Les réactions internationales n’ont pas tardé. Le président français Emmanuel Macron a qualifié ces bombardements de « preuve de la faiblesse » de la Russie, estimant que Moscou « ne sait pas comment terminer sa guerre d’agression ». La présidente de la Commission européenne, Ursula von der Leyen, a accusé la Russie de « se moquer ouvertement » des efforts diplomatiques pour ramener la paix. Le chancelier allemand Friedrich Merz a quant à lui déclaré que « Moscou mise sur l’escalade plutôt que sur la négociation ».
Un jour de deuil national à Kiev
En réponse à cette attaque, la ville de Kiev a décrété un jour de deuil national pour le 15 mai. Vitali Klitschko a annoncé que les drapeaux seraient mis en berne sur tous les bâtiments municipaux et a recommandé d’en faire de même sur les bâtiments publics et privés. Cette décision intervient alors que les opérations de secours se poursuivent et que les autorités ukrainiennes tentent d’évaluer l’étendue des dégâts.
« Le même bilan est présenté comme provisoire par les autorités ukrainiennes et comme consolidé par certains médias, sans qu’une source indépendante ne confirme les chiffres à ce stade. »
La démission de la Première ministre lettone
En marge de ces attaques, la Première ministre lettone, Evika Silina, a annoncé sa démission le 14 mai. Cette décision fait suite à une crise politique déclenchée par l’intrusion de deux drones ukrainiens en Lettonie le 7 mai. Bien que ces drones n’aient causé ni victimes ni dégâts majeurs, l’incident a révélé des failles dans les systèmes de défense lettons. Le ministre de la Défense, Andris Sprūds, avait été contraint à la démission quelques jours plus tôt, et la coalition gouvernementale de centre droit a perdu sa majorité au Parlement après le retrait de neuf députés du parti Les Progressistes.
Contexte des attaques
Ces frappes interviennent 48 heures après la fin d’une trêve de trois jours, annoncée par les États-Unis à l’occasion des commémorations de la fin de la Seconde Guerre mondiale en Russie. Cette trêve avait été marquée par des accusations mutuelles de violations, mais aucune offensive d’ampleur n’avait été signalée. Les attaques russes ont repris avec une intensité accrue, coïncidant avec la visite du président américain Donald Trump en Chine, où il s’est entretenu avec son homologue chinois Xi Jinping. Volodymyr Zelensky avait appelé les deux dirigeants à discuter des moyens de mettre fin à l’invasion russe.
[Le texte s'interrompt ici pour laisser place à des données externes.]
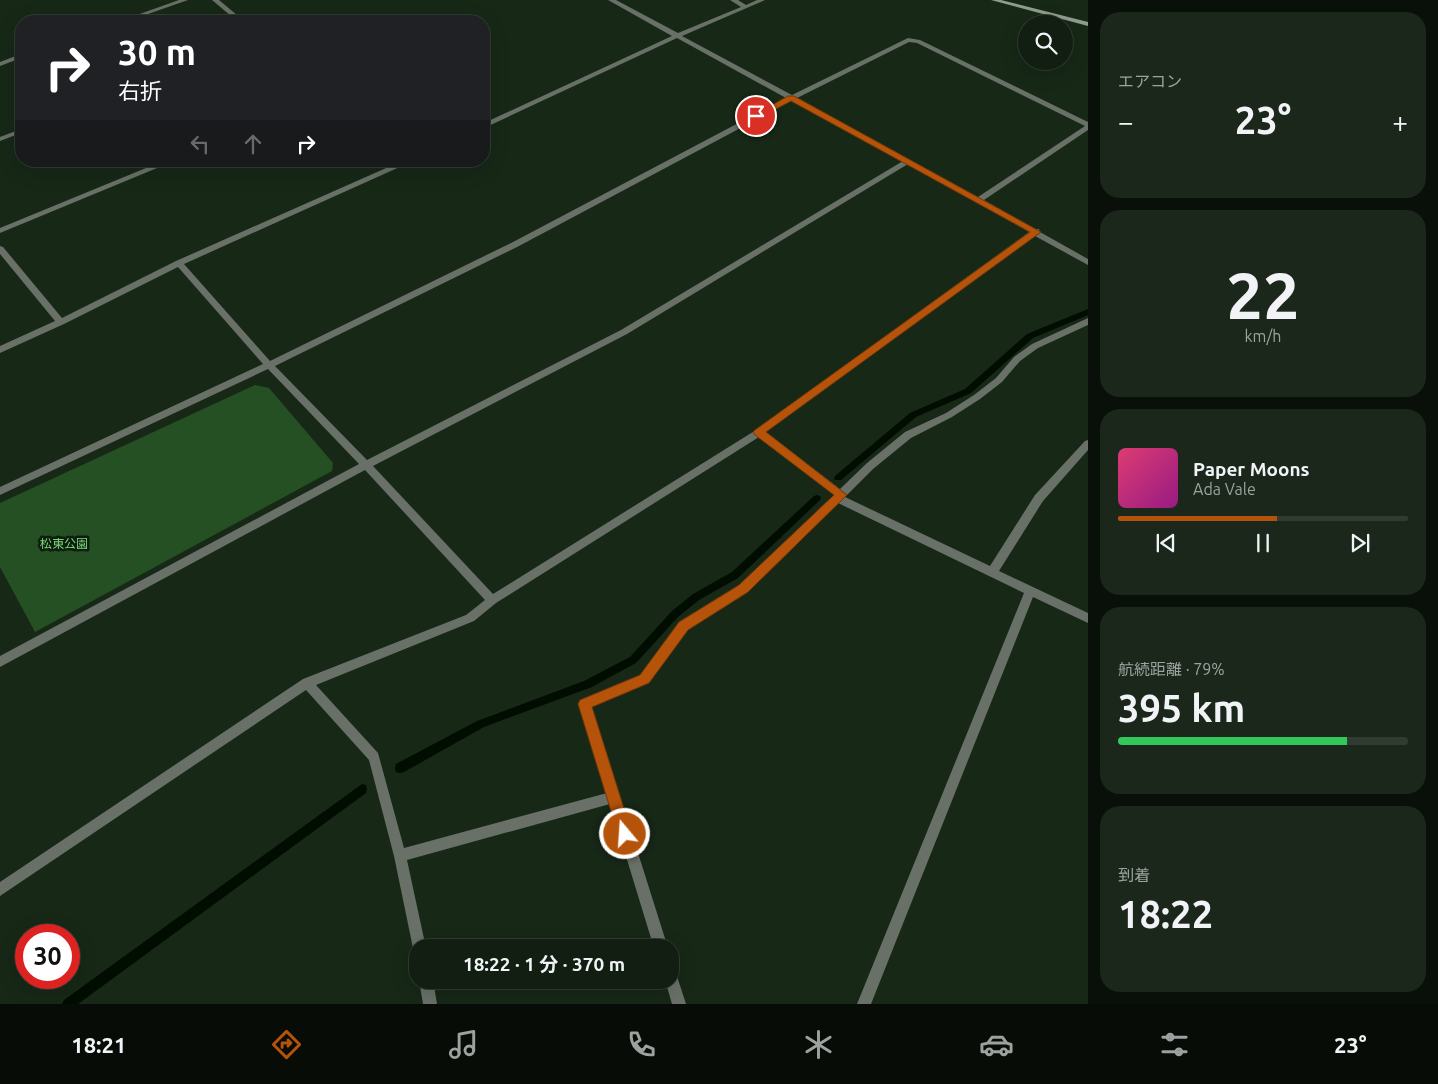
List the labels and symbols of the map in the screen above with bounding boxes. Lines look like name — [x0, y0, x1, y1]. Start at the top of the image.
pin — [735, 95, 777, 137]
park label: 松東公園 — [40, 537, 88, 550]
position arrow — [598, 807, 650, 859]
speed limit sign: 30 — [15, 924, 80, 989]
Les pourparlers entre Kiev et Moscou, sous médiation américaine, sont au point mort depuis le déclenchement de la guerre au Moyen-Orient fin février. Les seules avancées concrètes des négociations précédentes ont été des échanges de prisonniers.
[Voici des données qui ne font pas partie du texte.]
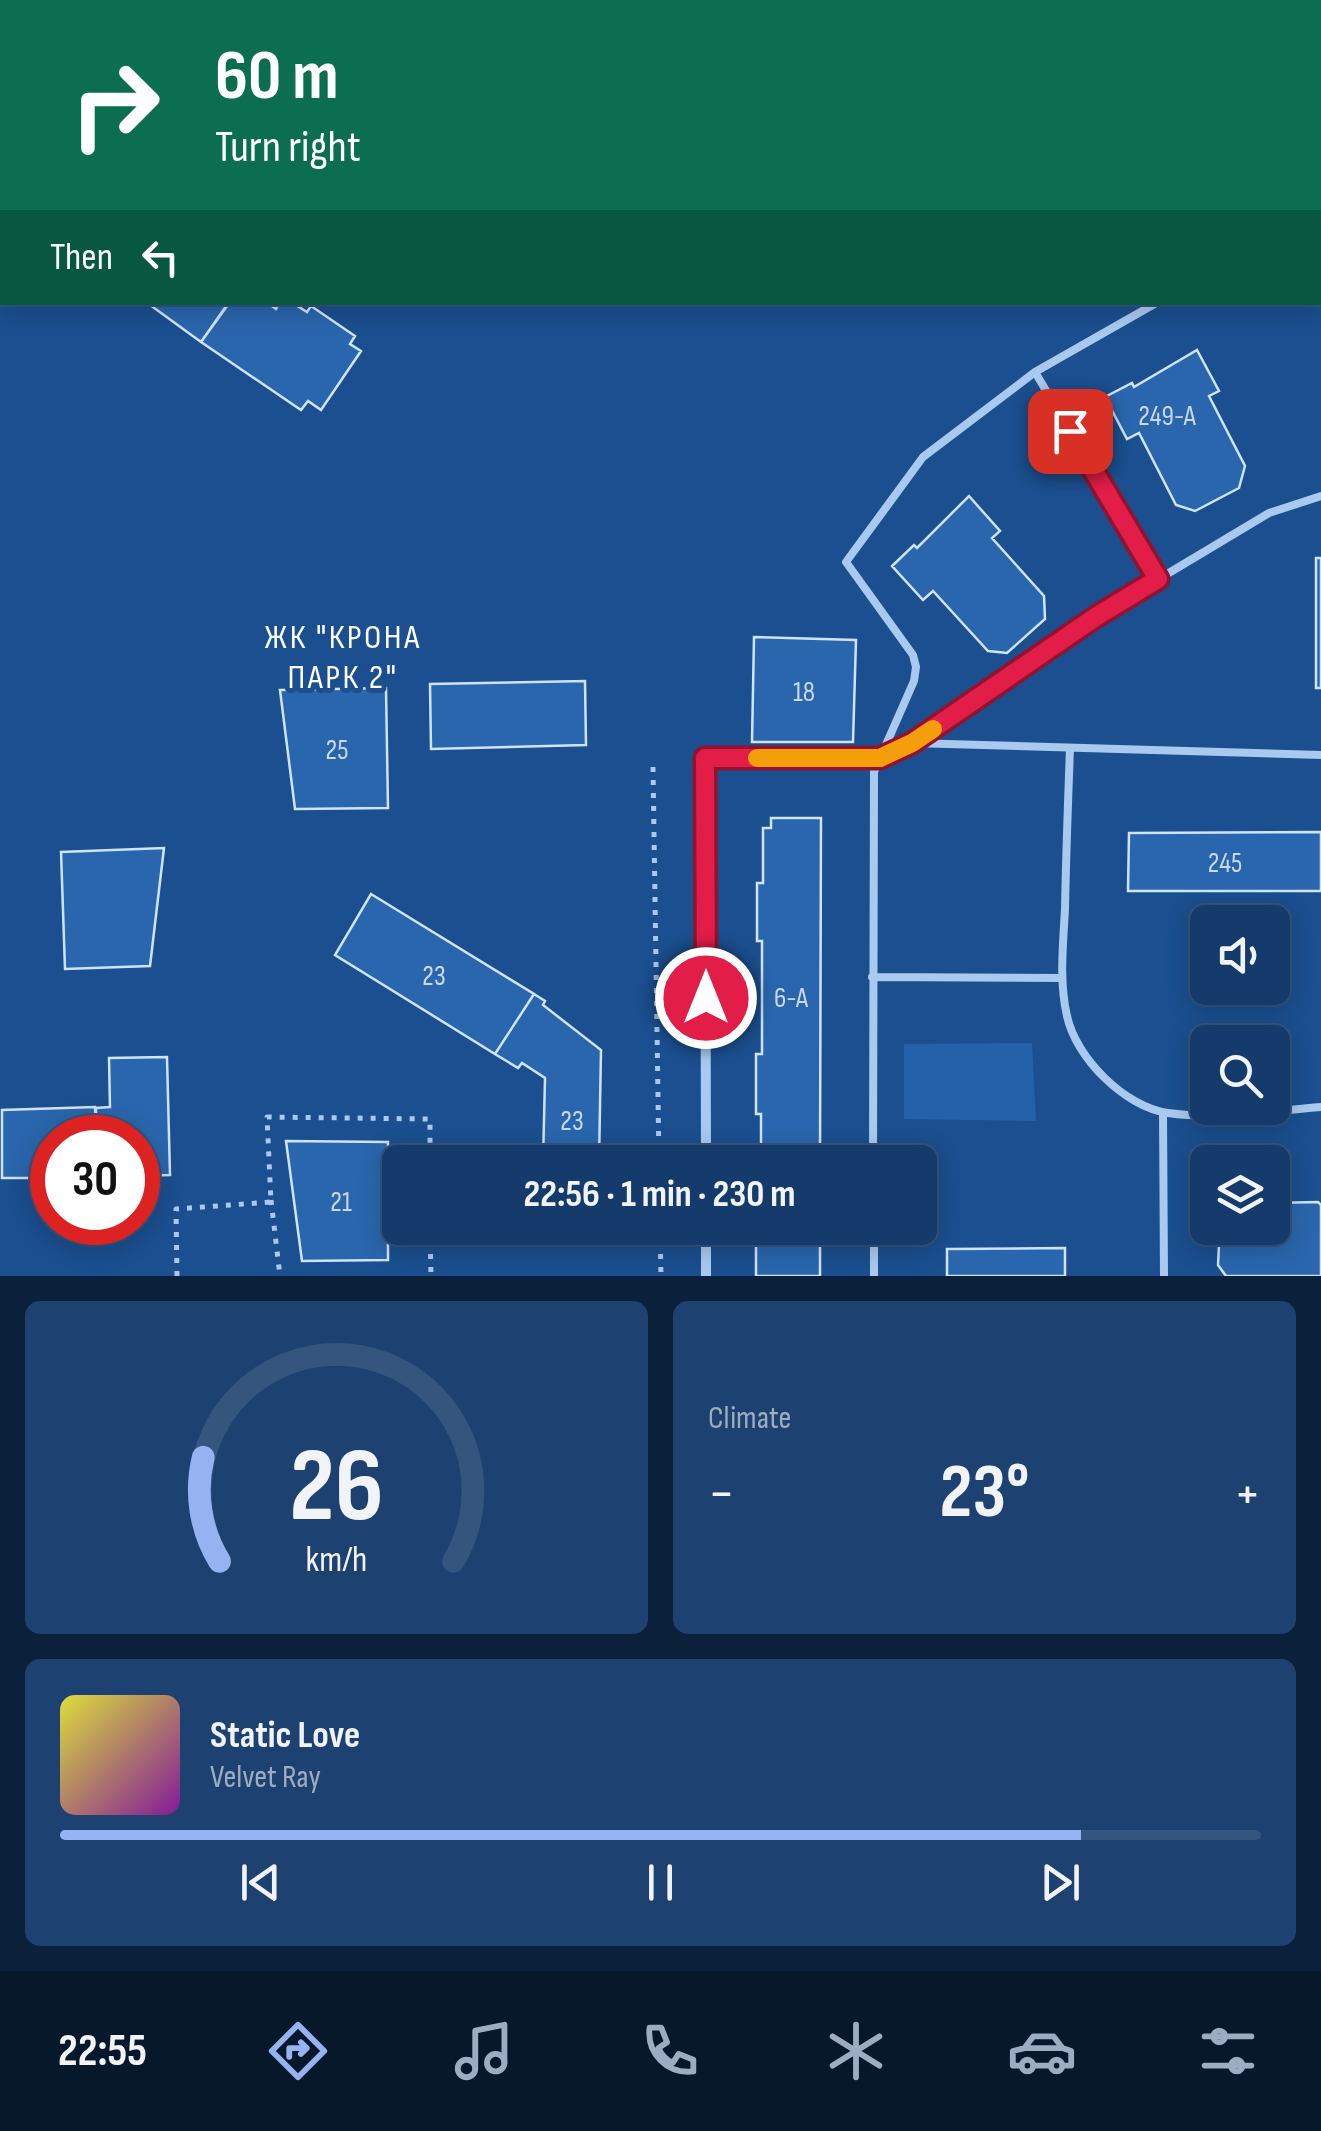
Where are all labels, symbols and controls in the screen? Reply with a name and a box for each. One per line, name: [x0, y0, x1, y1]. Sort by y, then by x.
text: 60 m: [215, 35, 339, 119]
icon: right: [50, 40, 180, 170]
text: Turn right: [215, 120, 361, 175]
icon: left: [133, 230, 188, 285]
text: Then: [50, 235, 113, 280]
pin: [1028, 389, 1113, 474]
house number: 249-А: [1138, 400, 1197, 433]
icon: arrive: [1043, 404, 1098, 459]
district label: ЖК "КРОНА ПАРК 2": [264, 616, 422, 699]
house number: 18: [793, 676, 815, 709]
house number: 25: [326, 734, 348, 767]
house number: 245: [1208, 847, 1242, 880]
map controls: [1190, 905, 1290, 1245]
button: sound: [1190, 905, 1290, 1005]
position arrow: [654, 946, 758, 1050]
house number: 23: [422, 960, 446, 993]
house number: 6-А: [774, 982, 809, 1015]
button: search: [1190, 1025, 1290, 1125]
house number: 23: [560, 1105, 584, 1138]
speed limit sign: 30: [30, 1115, 160, 1245]
button: layers: [1190, 1145, 1290, 1245]
text: 22:56 · 1 min · 230 m: [524, 1172, 795, 1217]
house number: 21: [330, 1186, 352, 1219]
text: Climate: [708, 1399, 791, 1438]
text: 26: [289, 1425, 384, 1550]
text: 23°: [939, 1448, 1030, 1539]
text: −: [708, 1461, 735, 1528]
text: +: [1234, 1461, 1261, 1528]
text: km/h: [306, 1539, 367, 1582]
text: Static Love: [210, 1713, 360, 1758]
text: Velvet Ray: [210, 1758, 321, 1797]
icon: previous: [233, 1855, 288, 1910]
icon: pause: [633, 1855, 688, 1910]
icon: next: [1033, 1855, 1088, 1910]
icon: directions: [263, 2016, 333, 2086]
icon: music: [449, 2016, 519, 2086]
icon: phone: [635, 2016, 705, 2086]
icon: climate: [821, 2016, 891, 2086]
icon: car: [1007, 2016, 1077, 2086]
icon: filters: [1193, 2016, 1263, 2086]
text: 22:55: [58, 2024, 147, 2079]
Prochaines étapes et incertitudes
Les opérations de secours se poursuivent à Kiev pour retrouver d’éventuels survivants sous les décombres. Les autorités ukrainiennes doivent encore évaluer l’étendue des dégâts matériels et humains, tandis que le bilan pourrait s’alourdir. Les réactions internationales, bien que fermes, n’ont pas encore donné lieu à de nouvelles mesures concrètes pour soutenir l’Ukraine.
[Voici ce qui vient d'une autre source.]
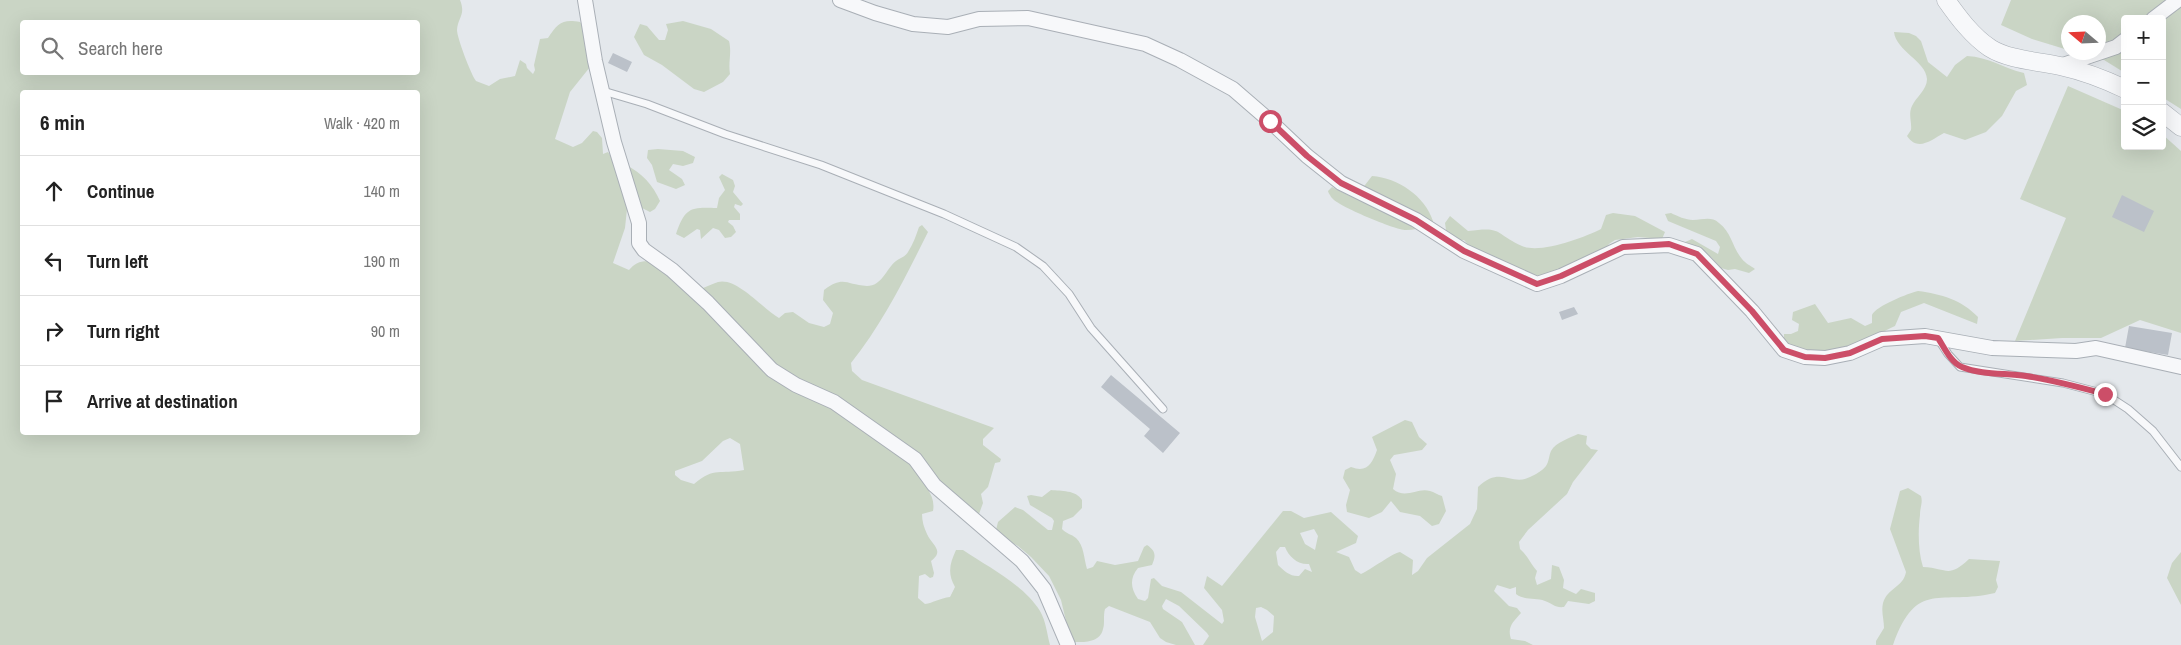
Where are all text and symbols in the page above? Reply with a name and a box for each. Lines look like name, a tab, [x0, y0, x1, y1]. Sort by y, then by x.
north arrow	[2061, 15, 2106, 60]
map controls	[2121, 15, 2166, 150]
button: +	[2121, 15, 2166, 60]
search box	[20, 20, 420, 75]
icon: search	[38, 34, 66, 62]
text: Search here	[78, 35, 163, 61]
button: −	[2121, 60, 2166, 105]
button: layers	[2121, 105, 2166, 150]
text: 6 min	[40, 108, 85, 137]
route start	[1259, 110, 1282, 133]
text: Walk · 420 m	[324, 112, 400, 134]
icon: ahead	[40, 177, 68, 205]
text: Continue	[87, 178, 155, 204]
text: 140 m	[364, 180, 400, 202]
icon: left	[40, 247, 68, 275]
text: Turn left	[87, 248, 148, 274]
text: 190 m	[364, 250, 400, 272]
icon: right	[40, 317, 68, 345]
text: Turn right	[87, 318, 159, 344]
text: 90 m	[371, 320, 400, 342]
route end	[2094, 383, 2117, 406]
icon: arrive	[40, 387, 68, 415]
text: Arrive at destination	[87, 388, 238, 414]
La démission de la Première ministre lettone souligne par ailleurs les tensions régionales engendrées par le conflit, notamment en ce qui concerne la sécurité des pays voisins. Les prochains jours pourraient voir une intensification des discussions diplomatiques, notamment entre les États-Unis, la Chine et les alliés européens, pour tenter de trouver une issue à ce conflit qui dure depuis plus de quatre ans.